Content starts
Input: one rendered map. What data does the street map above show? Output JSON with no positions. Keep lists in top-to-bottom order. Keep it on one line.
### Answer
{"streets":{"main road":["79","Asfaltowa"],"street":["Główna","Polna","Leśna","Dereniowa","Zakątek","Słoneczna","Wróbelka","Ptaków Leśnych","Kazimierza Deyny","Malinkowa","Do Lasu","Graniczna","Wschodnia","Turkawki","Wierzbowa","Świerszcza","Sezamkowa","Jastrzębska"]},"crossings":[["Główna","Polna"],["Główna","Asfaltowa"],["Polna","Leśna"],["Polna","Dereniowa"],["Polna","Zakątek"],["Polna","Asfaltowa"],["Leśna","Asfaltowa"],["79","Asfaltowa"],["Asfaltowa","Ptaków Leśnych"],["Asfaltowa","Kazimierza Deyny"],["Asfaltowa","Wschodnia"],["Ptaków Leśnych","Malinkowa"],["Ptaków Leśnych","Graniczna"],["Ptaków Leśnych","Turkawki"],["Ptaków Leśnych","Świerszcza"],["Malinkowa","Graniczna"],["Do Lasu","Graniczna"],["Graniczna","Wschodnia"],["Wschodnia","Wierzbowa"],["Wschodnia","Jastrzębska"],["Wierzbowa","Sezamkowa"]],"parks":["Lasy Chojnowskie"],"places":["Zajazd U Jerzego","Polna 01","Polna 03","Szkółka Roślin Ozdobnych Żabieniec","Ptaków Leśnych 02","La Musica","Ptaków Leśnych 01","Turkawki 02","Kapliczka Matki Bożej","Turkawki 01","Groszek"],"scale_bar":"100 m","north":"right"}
Content ends
-- Exercise objective --
Recreate the listing word for word, omitting nothing.

-- Your response --
Input: one rendered map. What data does the street map above show? Output JSON with no positions. Keep lists in top-to-bottom order. Keep it on one line.
### Answer
{"streets":{"main road":["79","Asfaltowa"],"street":["Główna","Polna","Leśna","Dereniowa","Zakątek","Słoneczna","Wróbelka","Ptaków Leśnych","Kazimierza Deyny","Malinkowa","Do Lasu","Graniczna","Wschodnia","Turkawki","Wierzbowa","Świerszcza","Sezamkowa","Jastrzębska"]},"crossings":[["Główna","Polna"],["Główna","Asfaltowa"],["Polna","Leśna"],["Polna","Dereniowa"],["Polna","Zakątek"],["Polna","Asfaltowa"],["Leśna","Asfaltowa"],["79","Asfaltowa"],["Asfaltowa","Ptaków Leśnych"],["Asfaltowa","Kazimierza Deyny"],["Asfaltowa","Wschodnia"],["Ptaków Leśnych","Malinkowa"],["Ptaków Leśnych","Graniczna"],["Ptaków Leśnych","Turkawki"],["Ptaków Leśnych","Świerszcza"],["Malinkowa","Graniczna"],["Do Lasu","Graniczna"],["Graniczna","Wschodnia"],["Wschodnia","Wierzbowa"],["Wschodnia","Jastrzębska"],["Wierzbowa","Sezamkowa"]],"parks":["Lasy Chojnowskie"],"places":["Zajazd U Jerzego","Polna 01","Polna 03","Szkółka Roślin Ozdobnych Żabieniec","Ptaków Leśnych 02","La Musica","Ptaków Leśnych 01","Turkawki 02","Kapliczka Matki Bożej","Turkawki 01","Groszek"],"scale_bar":"100 m","north":"right"}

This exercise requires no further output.